Part of the threat center's approach to handling IM-based malware inolves a global network of honeypots (define) that identify IM viruses and worms soon after they hit the Internet and provide an opportunity for partners to distribute protection against the malware to IM Manager installations automatically.

In addition to its real-time malware tracking, IM Manager interoperates with Symantec's AntiVirus Scan Engine and Enterprise Security Architecture offerings.

Ensuring Compliance
The other key thrust of IMlogic's offering is "compliance," a broad term that covers a variety of regulatory issues facing companies. Compliance issues include archival requirements from legislation such as Sarbanes Oxley, and matters of communication between groups within firms that should not be interacting, such as researchers and traders at a brokerage firm.

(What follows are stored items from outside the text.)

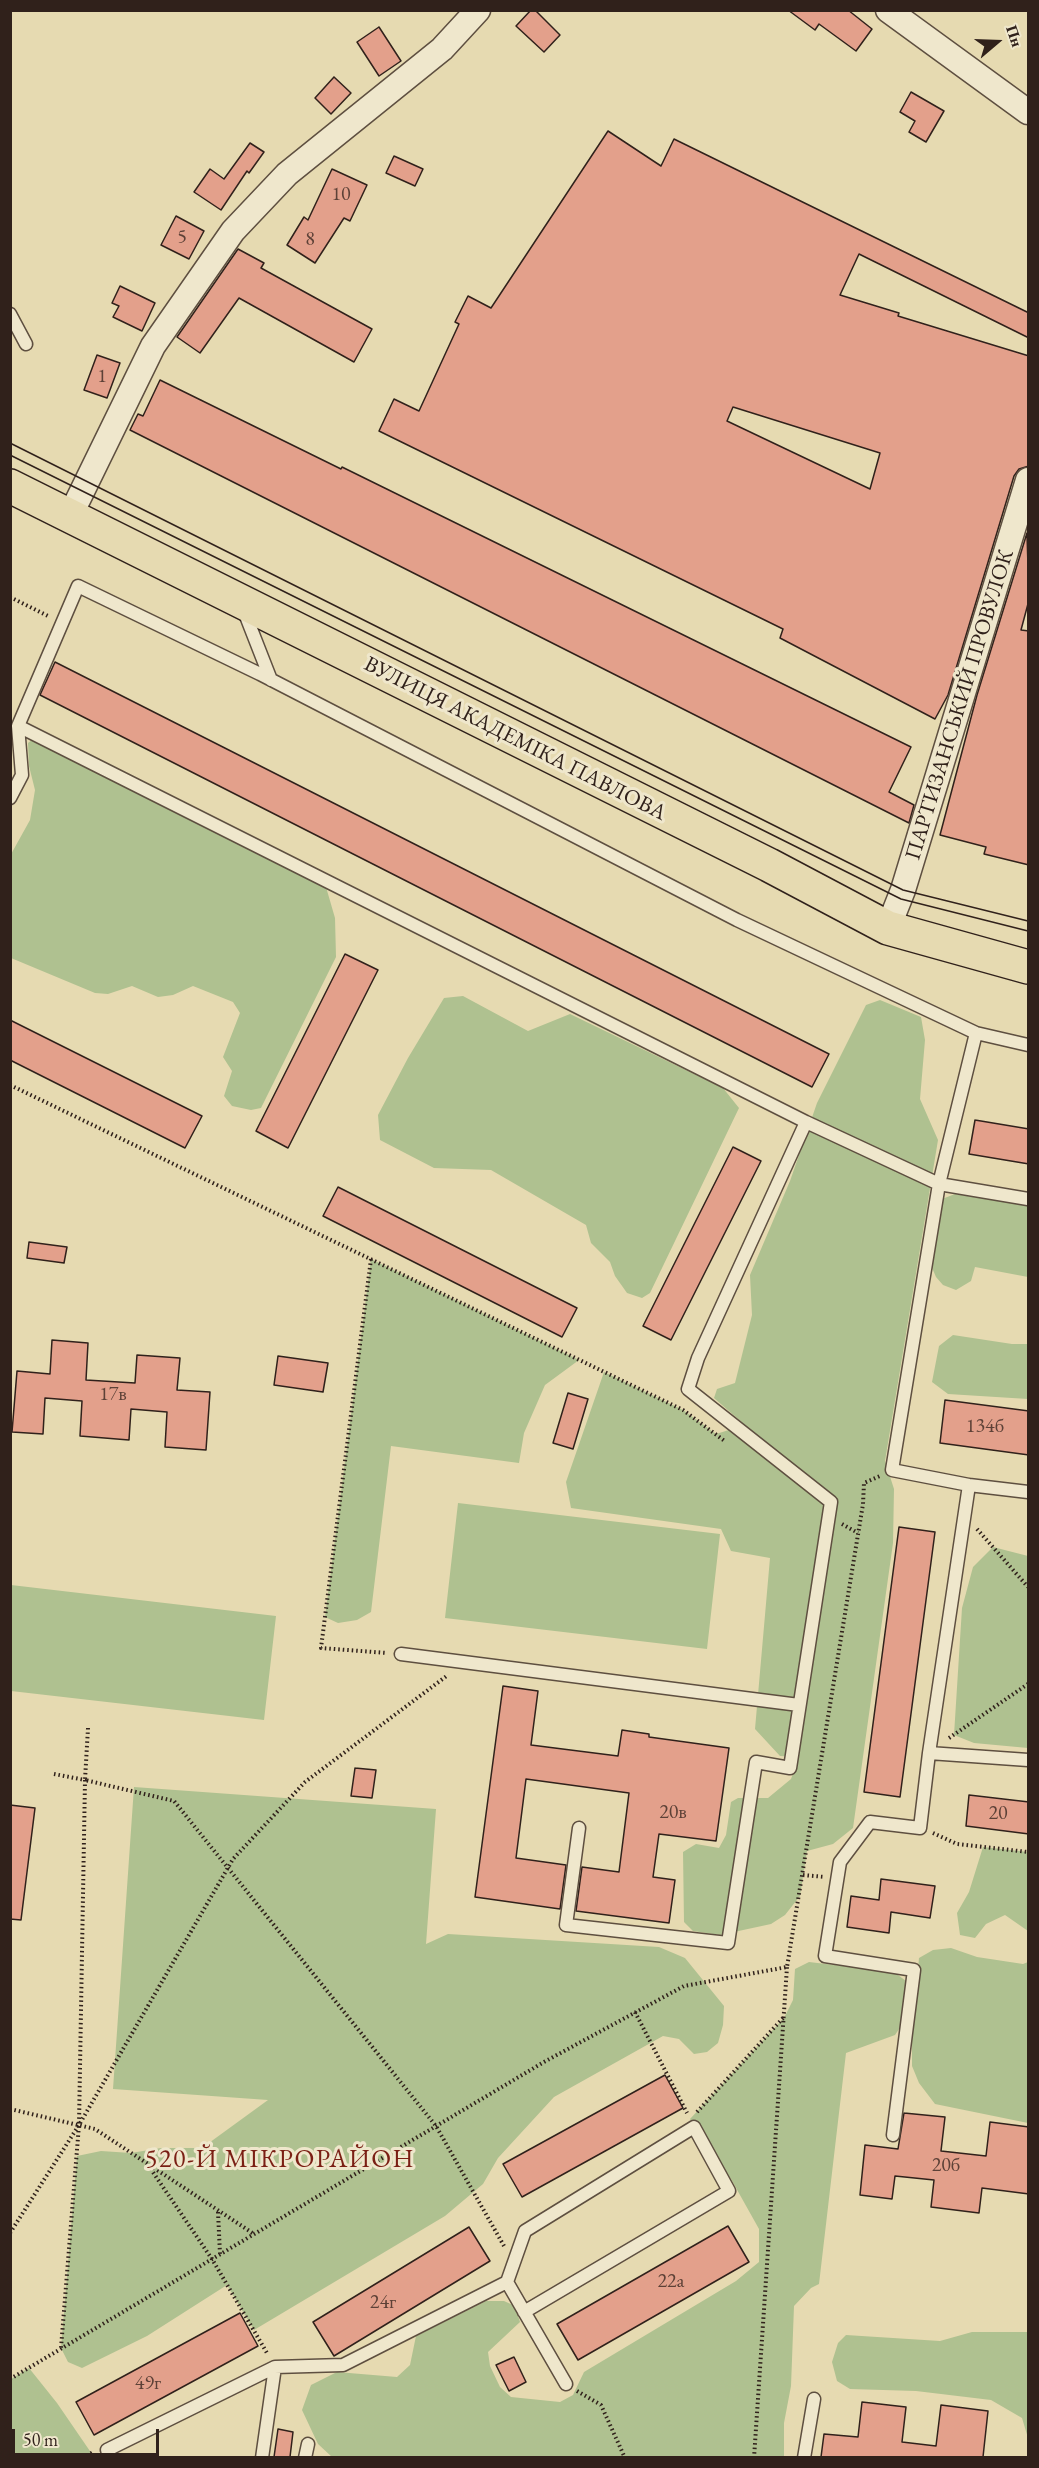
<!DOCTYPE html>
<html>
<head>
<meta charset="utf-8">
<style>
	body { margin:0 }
	#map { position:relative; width:1039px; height:2468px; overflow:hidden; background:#e6dab1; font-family:"EB Garamond",serif }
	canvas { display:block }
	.frame { position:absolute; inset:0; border:12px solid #30211b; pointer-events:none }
	.north { position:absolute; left:967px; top:12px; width:60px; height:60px; -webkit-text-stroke:4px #efe7cc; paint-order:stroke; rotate:71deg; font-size:16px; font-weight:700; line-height:24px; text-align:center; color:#30211b }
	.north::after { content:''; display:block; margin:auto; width:21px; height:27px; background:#30211b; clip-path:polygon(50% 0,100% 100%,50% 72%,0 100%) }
	.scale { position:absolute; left:12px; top:2429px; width:147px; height:27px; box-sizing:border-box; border:3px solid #30211b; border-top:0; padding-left:8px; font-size:18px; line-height:21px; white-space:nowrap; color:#30211b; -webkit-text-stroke:4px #efe7cc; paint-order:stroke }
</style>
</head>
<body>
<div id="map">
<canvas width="1039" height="2468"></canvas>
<div class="frame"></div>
<div class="north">Пн</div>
<div class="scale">50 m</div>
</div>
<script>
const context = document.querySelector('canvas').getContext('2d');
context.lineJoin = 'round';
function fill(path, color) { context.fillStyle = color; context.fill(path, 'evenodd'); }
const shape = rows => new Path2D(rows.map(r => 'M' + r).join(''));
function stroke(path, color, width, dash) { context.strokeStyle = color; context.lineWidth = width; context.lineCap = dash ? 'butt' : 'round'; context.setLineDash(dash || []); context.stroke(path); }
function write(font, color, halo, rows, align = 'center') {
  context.font = font + ' "EB Garamond",serif'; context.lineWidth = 6; context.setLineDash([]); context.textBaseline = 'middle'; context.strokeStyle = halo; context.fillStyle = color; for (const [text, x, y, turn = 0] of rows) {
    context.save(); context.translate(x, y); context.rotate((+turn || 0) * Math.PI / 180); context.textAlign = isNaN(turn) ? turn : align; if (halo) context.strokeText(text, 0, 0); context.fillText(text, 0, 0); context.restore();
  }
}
fill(shape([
	[33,739,326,887,335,918,336,957,261,1108,251,1110,232,1106,224,1096,232,1071,223,1057,240,1013,233,1002,193,986,173,995,158,997,132,986,108,994,95,993,11,958,10,856,30,820,35,790,29,766,28,743],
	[463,996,528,1031,570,1014,723,1088,739,1108,650,1293,642,1298,627,1293,615,1276,610,1262,591,1243,586,1225,491,1170,434,1168,380,1140,378,1115,408,1058,444,998],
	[880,1000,921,1017,925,1040,920,1099,938,1140,885,1461,894,1489,893,1543,853,1828,833,1844,807,1851,800,1896,785,1915,771,1924,720,1935,693,1931,684,1922,683,1852,696,1844,719,1848,726,1835,731,1802,738,1798,768,1798,791,1779,799,1757,780,1756,755,1729,770,1558,731,1551,721,1529,571,1508,566,1482,604,1372,683,1410,716,1434,745,1425,714,1398,717,1389,735,1383,752,1315,750,1275,790,1181,817,1103,866,1005],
	[955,1194,1028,1206,1028,1277,975,1267,971,1281,956,1290,943,1285,936,1277,930,1263,942,1199],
	[371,1259,579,1360,545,1385,524,1433,519,1463,391,1446,371,1612,357,1620,338,1623,325,1617],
	[953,1335,1012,1344,1028,1344,1028,1399,948,1394,932,1382,939,1346],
	[458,1503,720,1534,707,1649,445,1618],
	[993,1547,1028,1556,1028,1748,974,1743,954,1735,962,1608,973,1567],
	[11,1585,276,1616,264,1720,11,1691],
	[134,1787,436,1809,426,1944,448,1934,659,1947,685,1958,724,2006,723,2025,718,2043,707,2052,694,2054,679,2039,663,2036,554,2097,498,2158,483,2184,445,2216,254,2330,227,2285,147,2336,82,2368,68,2362,61,2348,77,2156,101,2151,131,2153,161,2148,202,2148,268,2100,113,2089],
	[983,1847,1028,1852,1028,1931,1005,1915,986,1924,975,1938,960,1935,957,1913,969,1892],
	[951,1948,977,1957,1023,1964,1028,1962,1028,2123,935,2104,919,2083,912,2066,912,2032,919,1958,933,1950],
	[809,1962,894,1972,906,1981,901,2026,895,2035,846,2053,819,2284,811,2288,794,2306,791,2386,784,2423,784,2457,332,2457,318,2444,302,2410,311,2385,337,2372,397,2377,410,2365,416,2336,486,2301,504,2301,515,2306,520,2322,488,2352,490,2366,500,2387,511,2397,560,2402,573,2395,584,2372,736,2281,759,2262,759,2229,731,2179,720,2170,690,2119,784,2018,793,2000,795,1969],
	[972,2332,1028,2332,1028,2438,1022,2418,991,2400,916,2391,850,2389,837,2381,832,2362,838,2343,846,2335,940,2341],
	[29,2368,57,2403,94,2457,11,2457,11,2379]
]), '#afc190');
const building = shape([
	[531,10,535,10,560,35,544,52,516,26,531,10],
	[788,10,848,10,872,29,856,51,819,24,815,30,788,10],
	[379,27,401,61,379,76,357,42,379,27],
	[334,77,351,93,331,114,315,98,334,77],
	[911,92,944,111,926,142,909,132,915,121,900,112,911,92],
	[608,131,661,166,674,139,1029,313,1029,338,859,254,840,295,899,313,898,316,1029,356,1029,466,1019,469,1014,476,948,695,935,719,780,638,783,629,379,431,394,399,419,411,459,324,455,322,468,296,491,308,608,131],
	[733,407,880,453,870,489,727,421,733,407],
	[250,143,264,152,249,173,247,171,221,210,194,192,210,169,224,179,250,143],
	[394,156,423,169,415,186,386,173,394,156],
	[332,169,367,185,350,221,344,218,315,263,287,245,304,217,308,220,332,169],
	[176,216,204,231,189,259,161,245,176,216],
	[238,249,264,263,261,268,372,329,354,362,239,298,200,353,177,337,238,249],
	[120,286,155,303,142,331,113,317,119,306,112,303,120,286],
	[97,355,120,363,107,398,84,390,97,355],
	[160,380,341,469,342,467,911,747,889,792,914,805,909,823,130,430,138,414,143,416,160,380],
	[1027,533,1029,600,1021,630,1029,631,1029,865,984,854,986,847,940,835,977,695,1027,533],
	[55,662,829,1054,812,1087,40,695,55,662],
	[345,954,378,970,288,1148,256,1131,345,954],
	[10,1020,202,1116,185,1148,10,1060,10,1020],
	[975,1120,1029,1129,1029,1164,969,1154,975,1120],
	[733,1147,761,1161,671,1340,643,1326,733,1147],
	[338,1187,577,1308,562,1337,323,1216,338,1187],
	[29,1242,67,1247,64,1263,27,1258,29,1242],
	[52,1340,88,1343,86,1380,135,1383,137,1355,180,1358,177,1390,210,1392,206,1450,165,1447,167,1412,131,1409,129,1440,80,1436,82,1401,45,1398,43,1434,12,1432,17,1371,50,1374,52,1340],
	[278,1356,328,1363,323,1392,274,1385,278,1356],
	[568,1393,588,1399,573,1449,553,1443,568,1393],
	[945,1400,1029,1411,1029,1455,940,1443,945,1400],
	[899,1527,935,1532,900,1797,864,1792,899,1527],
	[503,1686,538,1691,531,1745,618,1756,622,1730,649,1734,649,1737,729,1748,716,1841,659,1834,653,1877,675,1880,669,1923,576,1911,582,1867,619,1872,629,1793,526,1779,516,1858,566,1865,560,1909,475,1897,503,1686],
	[355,1768,376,1770,372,1798,351,1796,355,1768],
	[969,1795,1029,1802,1029,1834,966,1826,969,1795],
	[10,1805,35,1808,21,1920,10,1919,10,1805],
	[881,1879,935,1886,930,1918,891,1912,889,1933,847,1927,851,1896,879,1900,881,1879],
	[665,2075,683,2108,522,2197,503,2164,665,2075],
	[904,2113,945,2117,941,2151,986,2156,990,2122,1029,2127,1029,2194,982,2188,979,2213,931,2207,934,2180,895,2176,892,2199,860,2195,865,2145,898,2149,904,2113],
	[728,2226,749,2262,578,2360,557,2324,728,2226],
	[469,2227,490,2261,334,2356,313,2322,469,2227],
	[240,2313,258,2346,94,2435,76,2402,240,2313],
	[514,2357,526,2382,509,2391,496,2365,514,2357],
	[862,2402,906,2407,902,2442,936,2446,941,2405,988,2411,983,2457,821,2457,824,2434,858,2437,862,2402],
	[278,2429,293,2432,290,2457,274,2457,278,2429]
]);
fill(building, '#e3a08b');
stroke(building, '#30211b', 1.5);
const lane = shape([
	[10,314,26,344],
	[244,611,271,680],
	[18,726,806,1122,939,1184,1028,1199],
	[10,798,22,775,18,726,78,586,260,674,737,920,976,1033,1028,1045],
	[976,1033,939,1184,892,1470,969,1485,1028,1492],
	[401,1654,799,1705],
	[929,1753,1028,1760],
	[579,1828,566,1925,728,1943,756,1762,790,1768,831,1502,688,1389,698,1358,806,1122],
	[893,2135,914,1970,825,1956,840,1862,870,1822,920,1828,929,1753,969,1485],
	[507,2282,566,2384],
	[107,2450,275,2367,343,2365,507,2282,525,2231,694,2127,729,2191,524,2312],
	[262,2458,275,2367],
	[305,2458,308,2444],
	[804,2458,814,2399]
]);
const street = shape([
	[888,10,1028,112],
	[70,516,153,346,233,231,287,174,442,49,478,10],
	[888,928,903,890,1028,480]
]);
const primary = shape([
	[10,486,769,865,888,928,1028,967]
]);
stroke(lane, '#5e4f40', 15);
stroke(street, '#5e4f40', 27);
stroke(primary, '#30211b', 36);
stroke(shape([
	[10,597,50,617],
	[10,1085,683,1410,726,1442],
	[371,1259,321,1648,387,1653],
	[842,1524,858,1533],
	[977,1529,1028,1587],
	[88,1728,85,1780,174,1801,436,2126,504,2246],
	[949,1738,1028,1684],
	[54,1774,85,1780,79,2125,61,2348],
	[933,1833,957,1844,1028,1852],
	[803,1875,825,1877],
	[635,2012,687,2113],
	[10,2109,95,2129,254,2234],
	[697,2112,783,2018],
	[148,2165,212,2259,267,2353],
	[218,2212,220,2254],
	[10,2233,79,2125,233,1859,305,1782,448,1675],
	[10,2379,544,2062,684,1986,787,1967,863,1504,864,1483,880,1476],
	[577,2391,601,2405,625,2458],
	[83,2458,93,2452],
	[754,2458,787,1967]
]), '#30211b', 4, [1.5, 3]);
stroke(lane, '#efe7cc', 12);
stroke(street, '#efe7cc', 24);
stroke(primary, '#e6dab1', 33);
stroke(shape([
	[10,443,903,890,1028,921],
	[10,455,901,899,1028,931]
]), '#30211b', 1.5);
write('20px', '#5d4137', null, [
	["10",341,195],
	["5",182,238],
	["8",310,240],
	["1",102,377],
	["17в",113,1395],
	["134б",985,1427],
	["20в",673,1813],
	["20",998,1814],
	["20б",946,2166],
	["22а",671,2282],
	["24г",383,2303],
	["49г",148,2384]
]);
write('22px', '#30211b', '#efe7cc', [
	["ПАРТИЗАНСЬКИЙ ПРОВУЛОК",960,705,-73],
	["ВУЛИЦЯ АКАДЕМІКА ПАВЛОВА",515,739,27]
]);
context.letterSpacing = '1.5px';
write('26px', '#7a1f14', '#efe7cc', [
	["520-Й МІКРОРАЙОН",280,2160]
]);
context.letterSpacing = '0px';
</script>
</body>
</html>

deSouza said IM Manager enforces communications compliance with several tools, including group management and tools for creating trusted domains.

With group management, IM Manager administrators can assign IM users to groups either within the application itself or by leveraging existing LDAP and Active Directory stores. Admins can then configure rules that wall selected groups of users off from each other, or regulate which external domains users may or may not communicate with. Regulation can take the form of blocking traffic or through real-time monitoring of communications.

Another concern, said deSouza, is "leakage of IP," and he said that IM Manager provides tools to keep "good stuff from going out" of an organization via IM. IM Manager offers tools for monitoring traffic and either blocking restricted content, or sending notifications to both admins and users notifying them of a potentially inappropriate communication.

IM Manager also allows companies a way to control the IM clients in use on their networks. deSouza said that while some IM Logic customers prefer or need multi-network third party clients, "they aren't really sanctioned by the networks, " and can create management issues. IM Manager allows admins to identify and block traffic from such clients.

Partnerships Key
Sensitivity to the preferences of the public IM networks, said deSouza, is key to his company's efforts. He noted that IM Logic works closely with the network operators, often on a daily basis, and that "it took over a year to put those relationships in place."

deSouza sees IMlogic's role in the instant messaging arena as similar to that of firms that build telephony-related devices such as caller i.d. boxes and voicemail aware telephones, working with networks and their developers to "expose functionality."